300magazine’s initial examination of the Bitcoin phenomenon examined the basic mechanics of the virtual currency’s operation, security risks, and amorphous tax status. The second installment will consider the volatile aspects of Bitcoin that make it unsuitable as a reliable means of exchange for buyers of luxury goods.
The world economy has changed dramatically since the economic near-death experience of 2008-2009. The expansionist monetary policies of central banks and a lingering fear of relapse have driven bond yields to a virtual standstill. The same forces have created a bull run on stock markets that is beginning to bear the telltales of a dangerous asset bubble.
As a result, alternative investment opportunities such as the Bitcoin crypto-currency have become one of the few high-yield destinations for speculative dollars. Bitcoin may be a viable high-risk component of a diversified portfolio (just make sure you learn how to handle taxes on crypto investments), but its lack of security as a currency and volatility as an asset make it a dangerous alternative to traditional government-backed money.
Specifically, consumers interested in using Bitcoin to purchase luxury goods should run, not walk away from that notion.
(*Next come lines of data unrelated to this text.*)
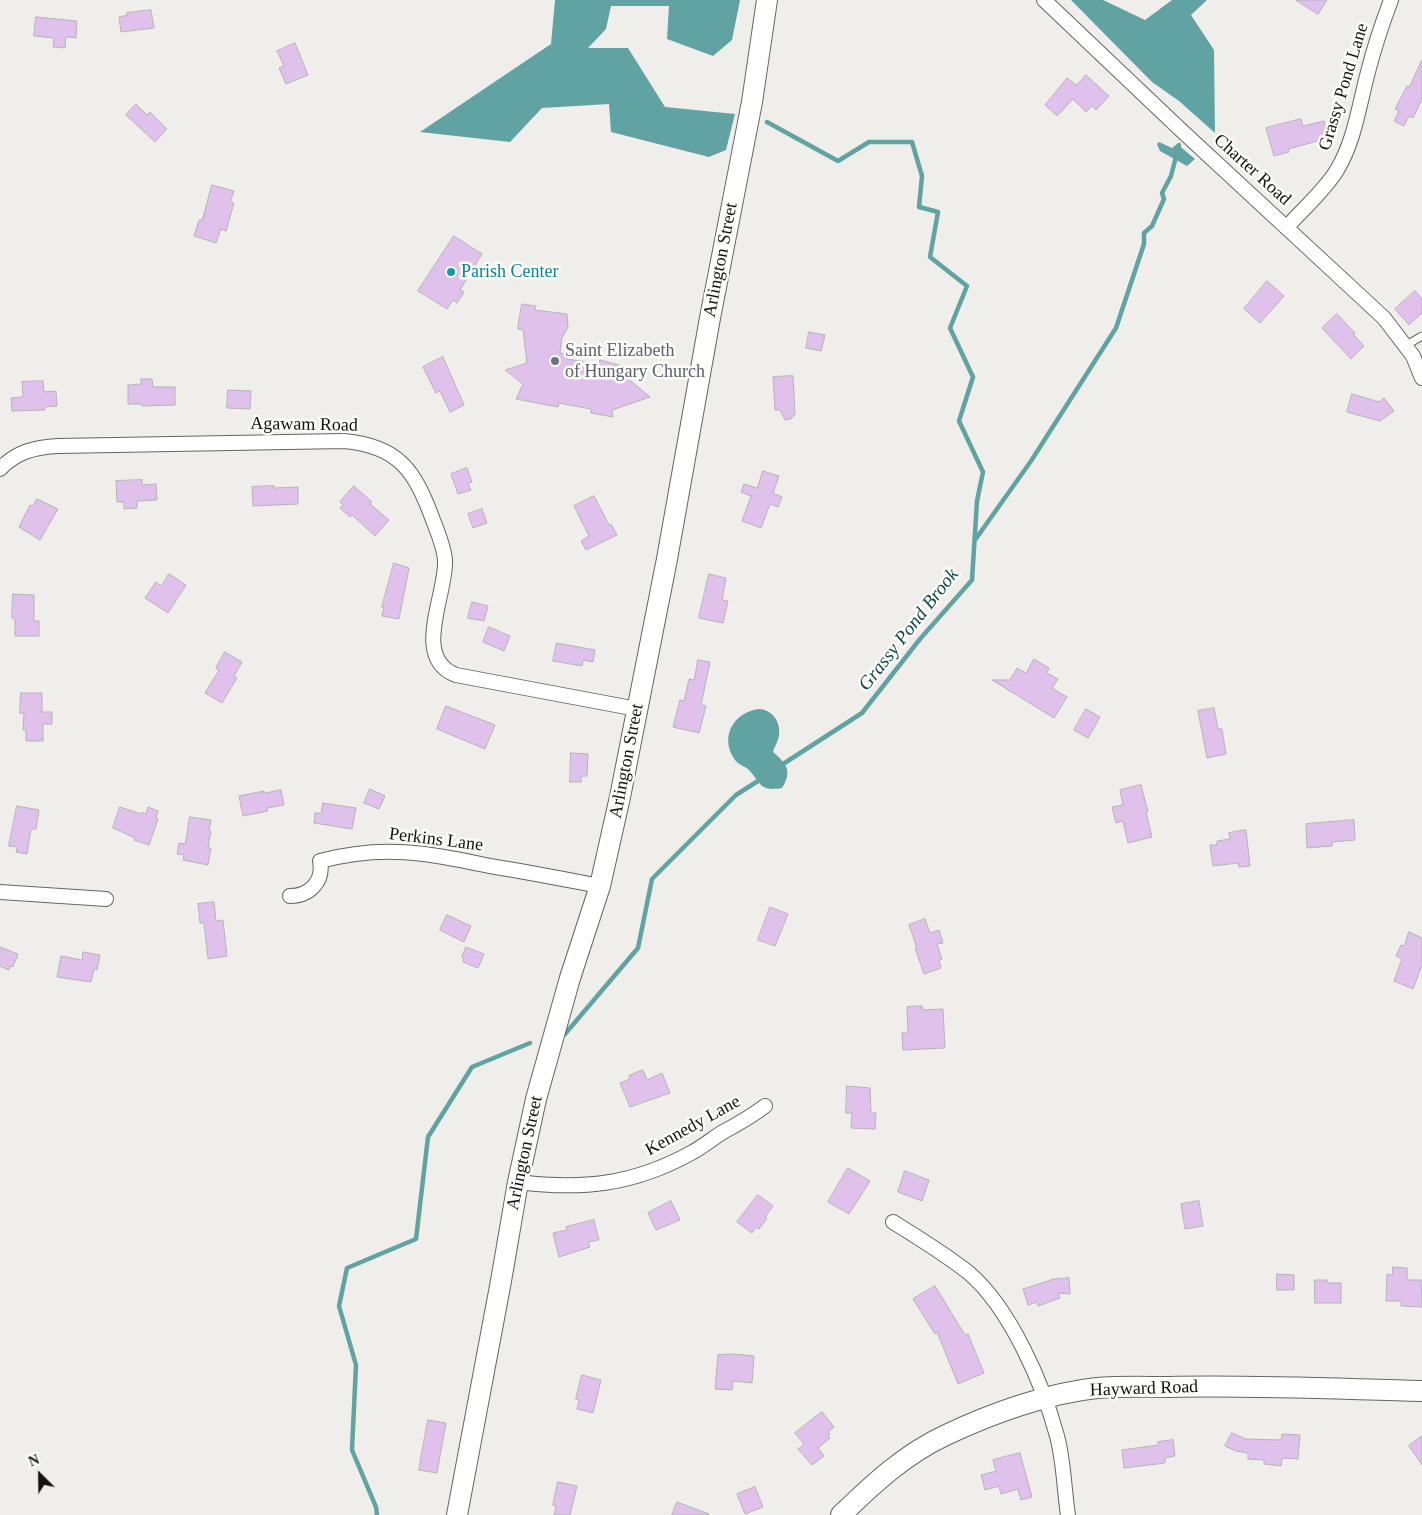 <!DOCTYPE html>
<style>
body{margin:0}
#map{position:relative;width:1422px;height:1515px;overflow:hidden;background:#f0eeeb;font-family:"Times New Roman",serif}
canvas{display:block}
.north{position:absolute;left:15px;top:1450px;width:50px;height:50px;-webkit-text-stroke:4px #fefcf8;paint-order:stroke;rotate:337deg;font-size:14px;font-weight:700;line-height:20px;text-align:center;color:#131211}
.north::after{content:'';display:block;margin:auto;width:18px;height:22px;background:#131211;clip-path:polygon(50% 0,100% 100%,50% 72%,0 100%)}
</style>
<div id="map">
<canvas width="1422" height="1515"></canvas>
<div class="north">N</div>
</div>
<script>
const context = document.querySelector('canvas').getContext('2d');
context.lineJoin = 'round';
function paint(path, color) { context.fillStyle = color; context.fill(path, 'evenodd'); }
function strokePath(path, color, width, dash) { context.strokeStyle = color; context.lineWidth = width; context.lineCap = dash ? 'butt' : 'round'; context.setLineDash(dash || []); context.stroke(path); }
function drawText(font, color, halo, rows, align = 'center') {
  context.font = font + ' "Times New Roman",serif'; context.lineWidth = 5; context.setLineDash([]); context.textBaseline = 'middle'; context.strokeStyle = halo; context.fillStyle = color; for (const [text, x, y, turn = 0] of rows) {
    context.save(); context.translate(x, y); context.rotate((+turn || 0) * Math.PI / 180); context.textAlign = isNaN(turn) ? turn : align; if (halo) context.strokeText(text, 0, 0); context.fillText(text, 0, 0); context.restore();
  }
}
paint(new Path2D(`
 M555,0H740L732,40L713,56L667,39L669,6H611L606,29L588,48H628L665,107L735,114L726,150L709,157L611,132L609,104L542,108L510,142L420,132L551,44Z
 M1071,0H1103L1145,20L1172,0H1207L1191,15L1214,50L1215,133L1179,101L1152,82Z
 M1159,142L1172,148L1177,144L1195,159L1187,166L1160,151L1157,144Z
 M759,709C773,710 781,722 779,736C778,742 774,747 773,752C786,763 793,771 782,788C758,792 761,782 748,769C744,766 739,765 735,760C719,738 733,712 759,709Z`), '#61a2a3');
strokePath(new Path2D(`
 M767,122L838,161L869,142H912L922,176L919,207L938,212L930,257L967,286L950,328L973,377L959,421L983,472L977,501L972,580L920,639L862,713L780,766
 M975,540L1031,461L1116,328L1144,244V233L1152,226L1164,199L1162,193L1171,176L1179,145
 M565,1034L638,948L652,879L736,795L761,779
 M377,1515L376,1507L352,1450L356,1365L339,1306L347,1268L416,1239L428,1137L472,1067L530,1043`), '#61a2a3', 4.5);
const building = new Path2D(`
 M1296,0H1327L1318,14Z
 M151,10L154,28L121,32L119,17L128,15L127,13Z
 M36,17L77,21L76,38L66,37L65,48L53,47L54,38L34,36Z
 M295,43L308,75L286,84L279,68L284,66L277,51Z
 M1422,60V99L1413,118L1409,116L1404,126L1394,121L1399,111L1395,109L1407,86L1409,87Z
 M1086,75L1109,96L1096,110L1092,106L1086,112L1073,99L1057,116L1045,105L1067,78L1076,85Z
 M136,104L147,115L150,112L167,129L155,142L126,115Z
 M1301,119L1303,126L1324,121L1329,138L1288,149L1289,152L1274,156L1266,128Z
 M212,185L234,191L230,202L234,203L226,231L221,229L216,243L194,236L199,220H202Z
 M454,236L482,254L460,290L464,292L457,303L453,300L447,309L418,291Z
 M1267,281L1284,296L1260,323L1244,309Z
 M1415,291L1422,299V313L1409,325L1395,309Z
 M522,304L536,306L535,310L567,314L568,327L562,338L560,353L567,354V359L599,364L600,360L622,366L620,372L650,397L612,410L613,417L591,413V409L559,403L558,407L516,399L523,384L505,370L527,363L523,330L518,329Z
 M1337,314L1355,333L1353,334L1364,346L1351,359L1322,328Z
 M809,332L825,335L821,351L806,348Z
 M443,357L464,405L450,412L440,391L436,393L423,367Z
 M793,376L795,414L791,419L785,420L780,410H775L773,377Z
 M141,379H152L153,387H175V405L142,406L141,404H128V385L141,384Z
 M43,381L44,392L56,391L57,406L44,407L45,410L12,411L11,398L23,397L22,382Z
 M228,390L251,391L250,409L227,408Z
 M1352,394L1379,402L1384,398L1394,411L1380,421L1347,412Z
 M467,468L472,482L468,483L471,490L458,494L451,474Z
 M763,471L779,476L773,493L782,497L778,507L770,504L761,528L742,521L751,496L741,492L744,484L757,488Z
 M142,480V485L156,484L157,500L137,501V508L124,509V502H117L116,481Z
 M274,486V488L298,487V504L253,506L252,487Z
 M354,486L372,502L370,504L389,520L375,536L352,515L350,517L340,508L343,505L340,502Z
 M594,496L609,525L611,524L617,535L586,550L581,541L589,536L574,506Z
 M37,499L58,509L40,540L19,527L30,505L33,506Z
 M482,509L487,523L473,528L468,514Z
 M394,563L409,568L399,619L382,616L384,607H382Z
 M169,574L186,585L168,613L145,598L156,582L161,586Z
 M709,574L726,578L722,600L728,601L723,623L699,618Z
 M13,594L34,595V621H39V636H15V619L12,618Z
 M472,602L488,606L484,621L468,618Z
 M489,627L510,636L504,651L483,642Z
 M557,643L595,650L593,662L583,660L582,666L553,661Z
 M225,652L242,662L234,676L237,678L222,703L205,693L219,670L216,668Z
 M1034,659L1049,668L1047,673L1058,679L1052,688L1067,697L1054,718L992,680H1010L1017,668L1026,673Z
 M698,660L710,662L701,705L706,706L699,733L673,727L680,700L684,701L689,679L694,680Z
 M21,693H42V712H52V724H43V741H26V730H23L24,713H20Z
 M446,706L495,725L485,749L437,729Z
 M1214,708L1218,729H1222L1226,754L1207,758L1198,711Z
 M1086,709L1100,717L1088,738L1074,730Z
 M571,753L588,754L587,776H581V782H570Z
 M1141,785L1148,812H1146L1152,837L1128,843L1123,821L1116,823L1112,807L1123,805L1120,790Z
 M370,789L385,796L379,809L364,803Z
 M281,790L284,805L267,808L268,811L243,816L239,796L264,791V793Z
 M323,803L356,808L352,829L314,823L315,813H321Z
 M17,806L39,810L36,829H31L27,854L16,852L17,847L9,846Z
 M120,807L141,814L142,812L146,814L148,807L158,811L156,818L158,819L149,845L134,840L135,838L113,828Z
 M190,817L211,820L209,830L211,831L208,848H211L208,865L183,860L184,855L177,854L179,843L185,844Z
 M1354,820L1355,840L1332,842V846L1307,848L1306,824Z
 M1246,830L1250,866L1239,867L1238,863L1213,866L1210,845H1217V841L1230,839L1229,833Z
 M214,902L216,921L223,920L227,956L208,959L204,923H200L198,904Z
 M770,907L788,914L775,946L758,940Z
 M447,915L471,926L464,942L440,930Z
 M925,919L930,933L939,930L943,943L937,944L942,959L939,961L941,968L924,974L915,948H917L909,925Z
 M1409,932L1422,938V965L1413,989L1394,981L1402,959L1396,956L1401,945L1404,946Z
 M0,947L18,954L13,967L10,966L9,970L0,966Z
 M466,947L484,954L478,968L463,962L464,959L462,958Z
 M83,952L100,955L97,970L94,969L91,982L57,977L61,956L82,960Z
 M922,1006L923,1010L943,1009L945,1048L903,1050L902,1033H908L907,1007Z
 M643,1070L647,1080L662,1073L670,1093L630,1107L620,1083L630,1079L629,1076Z
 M847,1086L870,1088L871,1113H876L875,1129L851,1128L852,1113H846Z
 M848,1168L870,1181L849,1214L828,1202Z
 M905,1171L929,1180L922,1201L898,1192Z
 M758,1195L773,1206L765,1217L767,1218L759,1229L756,1227L752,1233L737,1222Z
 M671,1201L680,1220L656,1230L648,1213Z
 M1199,1201L1203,1226L1185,1229L1181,1204Z
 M594,1220L599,1240L588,1242L590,1247L559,1257L553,1233L567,1230L566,1227Z
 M1393,1267L1407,1268V1280H1421L1422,1307L1401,1306V1301H1386L1387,1274L1392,1275Z
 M1277,1274L1294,1275V1290H1277Z
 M1069,1278L1070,1294L1058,1293L1060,1298L1038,1306L1037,1302L1028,1305L1023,1289L1054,1279Z
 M1315,1280H1327V1283H1341V1303H1315Z
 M935,1286L965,1335L968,1334L984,1373L958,1384L937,1332L935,1334L913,1299Z
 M734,1354L754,1356L752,1383L733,1381L732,1390L715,1389L718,1355Z
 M582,1375L601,1380L593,1413L577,1409L579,1400L576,1399Z
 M822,1412L834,1427L828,1432L830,1434L828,1436L830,1438L818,1448L824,1456L812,1465L798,1449L804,1444L795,1433Z
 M428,1420L446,1423L437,1473L419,1470Z
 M1232,1433L1246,1439L1281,1440L1282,1434L1300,1435L1298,1459L1282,1458L1281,1466L1264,1464V1460L1248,1459V1453L1236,1451L1225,1446Z
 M1422,1436V1465L1409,1446Z
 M1173,1440L1175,1456L1165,1458V1463L1124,1468L1122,1450L1158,1445V1442Z
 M1020,1453L1032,1497L1021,1500L1018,1489L1001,1494L999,1486L985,1490L981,1475L996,1471L993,1460Z
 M558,1482L577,1486L570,1515H554L556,1506L553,1505Z
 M755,1487L763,1507L745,1514L737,1494Z
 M677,1502L709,1514L708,1515H672Z`);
paint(building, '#dfc1ec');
strokePath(building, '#b5b3b6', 1);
const lane = new Path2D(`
 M1405,346L1422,336`);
const street = new Path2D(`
 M1044,0L1182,131L1384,318L1413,356L1422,378
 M1287,227C1302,210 1326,189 1337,170C1355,140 1359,105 1368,72C1374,48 1382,24 1391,0
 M0,469C16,452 35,447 58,446L344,441C399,446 415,471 433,520C438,533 444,547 445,560C447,594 411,658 456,675L637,709
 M0,892L106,899
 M290,896C310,896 324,881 320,861C384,844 427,853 490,866C527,872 563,879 600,886
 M518,1182C582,1190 633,1185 691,1153C702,1147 712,1139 723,1132C738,1124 752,1116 765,1106
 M893,1222C919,1238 945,1254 969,1273C1010,1308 1043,1384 1057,1436C1064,1462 1064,1489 1068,1515`);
const secondary = new Path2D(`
 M457,1515L501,1281L518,1182L536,1099L570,978L600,886L620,797L667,559L710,318L752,102L767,0
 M841,1515C873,1484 905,1454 946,1435C990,1414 1048,1393 1097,1388C1120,1386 1145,1387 1169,1387C1253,1385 1338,1389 1422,1391`);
strokePath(lane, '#666461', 9);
strokePath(street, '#666461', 16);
strokePath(secondary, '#666461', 22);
strokePath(lane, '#fff', 7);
strokePath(street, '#fff', 14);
strokePath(secondary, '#fff', 20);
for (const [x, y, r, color] of [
 [451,272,5,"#0f9aa8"],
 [555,361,5,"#6b7280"]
]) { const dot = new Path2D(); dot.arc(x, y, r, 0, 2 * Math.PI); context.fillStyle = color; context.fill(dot); strokePath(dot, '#fefcf8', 2); }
drawText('18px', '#131211', '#fefcf8', [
 ["Grassy Pond Lane",1344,87,-73],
 ["Charter Road",1252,170,42],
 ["Arlington Street",721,260,-79],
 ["Agawam Road",304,425,1],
 ["Arlington Street",627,761,-79],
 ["Perkins Lane",436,840,7],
 ["Kennedy Lane",693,1126,-29],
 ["Arlington Street",525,1153,-78],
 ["Hayward Road",1144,1389,-2]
]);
drawText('18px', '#0d838f', '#fefcf8', [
 ["Parish Center",461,272]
], 'left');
drawText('18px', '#5b616d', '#fefcf8', [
 ["Saint Elizabeth",565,351],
 ["of Hungary Church",565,372]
], 'left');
drawText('italic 19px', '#0a4849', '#fefcf8', [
 ["Grassy Pond Brook",909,630,-52]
]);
</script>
While some exchanges and individual holders have begun to create physical Bitcoins (featuring a physical record of the private coin key) as a security precaution, the legality of this act has been challenged by legal action (as this guy discovered), and physical Bitcoins create a massive theft target that may be impossible to insure.
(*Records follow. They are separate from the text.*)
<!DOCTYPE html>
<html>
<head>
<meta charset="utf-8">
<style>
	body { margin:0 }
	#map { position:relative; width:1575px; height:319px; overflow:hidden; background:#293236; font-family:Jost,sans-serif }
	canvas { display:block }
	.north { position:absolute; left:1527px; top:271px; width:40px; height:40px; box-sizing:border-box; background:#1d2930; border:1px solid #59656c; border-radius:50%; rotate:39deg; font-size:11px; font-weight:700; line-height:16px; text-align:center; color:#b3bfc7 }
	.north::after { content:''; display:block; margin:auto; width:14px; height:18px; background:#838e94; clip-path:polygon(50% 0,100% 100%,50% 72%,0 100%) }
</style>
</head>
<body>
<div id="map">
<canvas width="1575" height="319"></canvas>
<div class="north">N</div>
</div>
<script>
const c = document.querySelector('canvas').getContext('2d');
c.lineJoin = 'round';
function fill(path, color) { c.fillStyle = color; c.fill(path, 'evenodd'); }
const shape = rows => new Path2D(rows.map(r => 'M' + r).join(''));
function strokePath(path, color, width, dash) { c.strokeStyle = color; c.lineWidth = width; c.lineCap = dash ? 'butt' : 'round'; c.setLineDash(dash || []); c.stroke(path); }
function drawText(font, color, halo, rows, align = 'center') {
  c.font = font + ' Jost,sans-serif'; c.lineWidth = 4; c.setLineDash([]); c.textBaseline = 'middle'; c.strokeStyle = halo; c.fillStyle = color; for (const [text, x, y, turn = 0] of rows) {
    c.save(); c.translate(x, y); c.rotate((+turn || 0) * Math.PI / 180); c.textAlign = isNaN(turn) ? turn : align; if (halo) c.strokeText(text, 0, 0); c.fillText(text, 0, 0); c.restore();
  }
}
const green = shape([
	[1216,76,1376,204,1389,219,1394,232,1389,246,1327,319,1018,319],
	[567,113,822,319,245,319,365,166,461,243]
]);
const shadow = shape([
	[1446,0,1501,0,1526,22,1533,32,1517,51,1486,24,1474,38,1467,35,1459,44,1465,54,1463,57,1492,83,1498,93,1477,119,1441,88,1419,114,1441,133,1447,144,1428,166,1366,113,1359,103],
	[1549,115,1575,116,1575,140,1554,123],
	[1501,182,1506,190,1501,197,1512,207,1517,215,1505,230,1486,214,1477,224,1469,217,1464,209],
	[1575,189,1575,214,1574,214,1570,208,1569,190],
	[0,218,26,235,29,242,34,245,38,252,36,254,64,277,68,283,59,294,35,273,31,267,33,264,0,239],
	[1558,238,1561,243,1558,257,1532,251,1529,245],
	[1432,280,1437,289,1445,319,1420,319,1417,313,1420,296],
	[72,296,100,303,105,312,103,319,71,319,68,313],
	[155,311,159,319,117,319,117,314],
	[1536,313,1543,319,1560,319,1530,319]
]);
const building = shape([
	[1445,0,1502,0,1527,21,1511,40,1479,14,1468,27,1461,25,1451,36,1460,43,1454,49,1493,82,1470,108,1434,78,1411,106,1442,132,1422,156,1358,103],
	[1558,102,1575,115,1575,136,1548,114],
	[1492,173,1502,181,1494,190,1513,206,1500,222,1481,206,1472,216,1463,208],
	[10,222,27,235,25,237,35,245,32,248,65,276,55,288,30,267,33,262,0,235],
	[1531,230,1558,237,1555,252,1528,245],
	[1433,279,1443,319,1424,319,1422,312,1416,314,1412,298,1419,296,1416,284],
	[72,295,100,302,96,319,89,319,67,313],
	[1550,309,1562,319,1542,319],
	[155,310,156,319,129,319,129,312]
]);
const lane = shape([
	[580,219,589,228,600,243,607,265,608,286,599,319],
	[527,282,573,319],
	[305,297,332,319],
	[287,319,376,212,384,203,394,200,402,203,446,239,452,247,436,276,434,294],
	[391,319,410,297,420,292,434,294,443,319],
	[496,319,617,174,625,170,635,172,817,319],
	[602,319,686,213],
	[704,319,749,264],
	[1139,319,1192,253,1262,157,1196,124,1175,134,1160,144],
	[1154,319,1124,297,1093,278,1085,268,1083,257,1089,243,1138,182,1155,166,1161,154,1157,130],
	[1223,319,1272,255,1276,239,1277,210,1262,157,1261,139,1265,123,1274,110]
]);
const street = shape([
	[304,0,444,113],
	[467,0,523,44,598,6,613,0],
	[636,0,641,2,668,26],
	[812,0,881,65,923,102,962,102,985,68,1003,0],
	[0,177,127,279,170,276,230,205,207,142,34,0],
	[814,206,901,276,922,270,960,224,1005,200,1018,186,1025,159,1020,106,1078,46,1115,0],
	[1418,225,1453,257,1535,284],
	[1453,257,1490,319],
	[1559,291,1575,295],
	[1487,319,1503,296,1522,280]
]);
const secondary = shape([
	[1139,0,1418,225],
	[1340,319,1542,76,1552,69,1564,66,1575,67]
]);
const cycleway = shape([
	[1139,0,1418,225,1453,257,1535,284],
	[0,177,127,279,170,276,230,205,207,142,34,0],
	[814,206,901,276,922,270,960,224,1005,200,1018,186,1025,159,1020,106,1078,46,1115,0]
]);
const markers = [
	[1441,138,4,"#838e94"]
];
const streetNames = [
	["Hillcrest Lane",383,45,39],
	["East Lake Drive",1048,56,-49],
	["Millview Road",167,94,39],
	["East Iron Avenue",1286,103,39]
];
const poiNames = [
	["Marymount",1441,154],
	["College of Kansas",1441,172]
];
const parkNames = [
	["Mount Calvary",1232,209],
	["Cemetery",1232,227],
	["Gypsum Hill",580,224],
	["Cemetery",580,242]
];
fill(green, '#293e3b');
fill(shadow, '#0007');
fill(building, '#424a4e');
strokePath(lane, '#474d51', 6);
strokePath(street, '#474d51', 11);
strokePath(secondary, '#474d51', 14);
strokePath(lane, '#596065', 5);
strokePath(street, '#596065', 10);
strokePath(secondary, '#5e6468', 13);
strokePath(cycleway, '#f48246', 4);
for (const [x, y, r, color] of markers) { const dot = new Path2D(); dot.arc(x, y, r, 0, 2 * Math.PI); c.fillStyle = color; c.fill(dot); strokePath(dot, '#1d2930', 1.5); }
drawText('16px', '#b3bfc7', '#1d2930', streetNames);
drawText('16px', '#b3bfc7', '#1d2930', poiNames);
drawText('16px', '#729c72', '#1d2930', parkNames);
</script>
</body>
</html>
While Bitcoin exchanges mitigate the risks of holding and transacting with Bitcoin, the exchanges have reintroduced a pernicious strain of institutional instability once thought extinct in the developed world: the bank failure. Once considered a cyclical economic epidemic, the Federal Deposit Insurance Corporation, its equivalents abroad, and activist central banks have all but removed the phenomenon from living memory.
But bank failures thrive in the current Bitcoin paradigm. The instantaneous, complete, and largely unforeseen collapse of leading Bitcoin exchange Mt. Gox resulted in a huge blow to Bitcoin’s early adopters.
Far more disturbing is the frequency with which Bitcoin exchanges and trading schemes have been associated with illicit activity. The fall 2013 U.S. government action against money laundering hub Silk Road is the best-known example, but exchanges continue to act as a beacon to drug dealers, rogue state currency traders, and others who prefer to live on the frontiers of law and order.
Even if the security and legal uncertainties associated with Bitcoin holdings are overcome, the problem of correctly valuing Bitcoin units creates transaction headaches for both luxury goods consumers and vendors. The motley assortment of international exchanges dealing in Bitcoin cannot rely on objective valuations in the same fashion as genuine, government-issued currency.
Consider the array of divergent values, on www.bitcoincharts.com for an example of how this appears in practice. Sometimes, the spread is negligible, and sometimes, panic such as the Mt. Gox episode creates huge spreads, effectively freezing Bitcoin transactions until the panic subsides.
While the drift of the dollar, euro, and yen may create slightly more or slightly less favorable trading conditions for buyers and sellers, at least the two parties to each sale are able to agree on the value of money even when the price of goods is negotiable.
Finally, the extreme short-term volatility of Bitcoin value, which has careened through surges and dips amounting to hundreds of U.S. dollars in the past year, means that Bitcoin is not a stable means for storing discretionary funds. This is a key concern to consumers of luxury goods. From the beginning of 2013 to early 2014, Bitcoin unit values surged from $13.50 U.S. to $1,200 before plunging back to $650.
A personal vacation or jewelry fund that doubles and halves itself apropos of rumor and speculation is of limited utility to the account holder. In fact, at least one European government has already ruled that Bitcoin amounts to a commodity class, with all uncertainties and risks that commodity status entails.
In summary, Bitcoin is not a reliable means of exchange or store of value for individuals inclined to use it as a currency. While it may play a speculative role a diverse investment portfolio, it falls short of the security, stability, and liquidity required of a currency.
In the luxury market, where buyers and sellers of premium goods move in smaller circles, personal reputations and transactions of large value are at stake. Savvy buyers and sellers should continue to trade in leading currencies and avoid Bitcoin, a currency that’s been known to byte.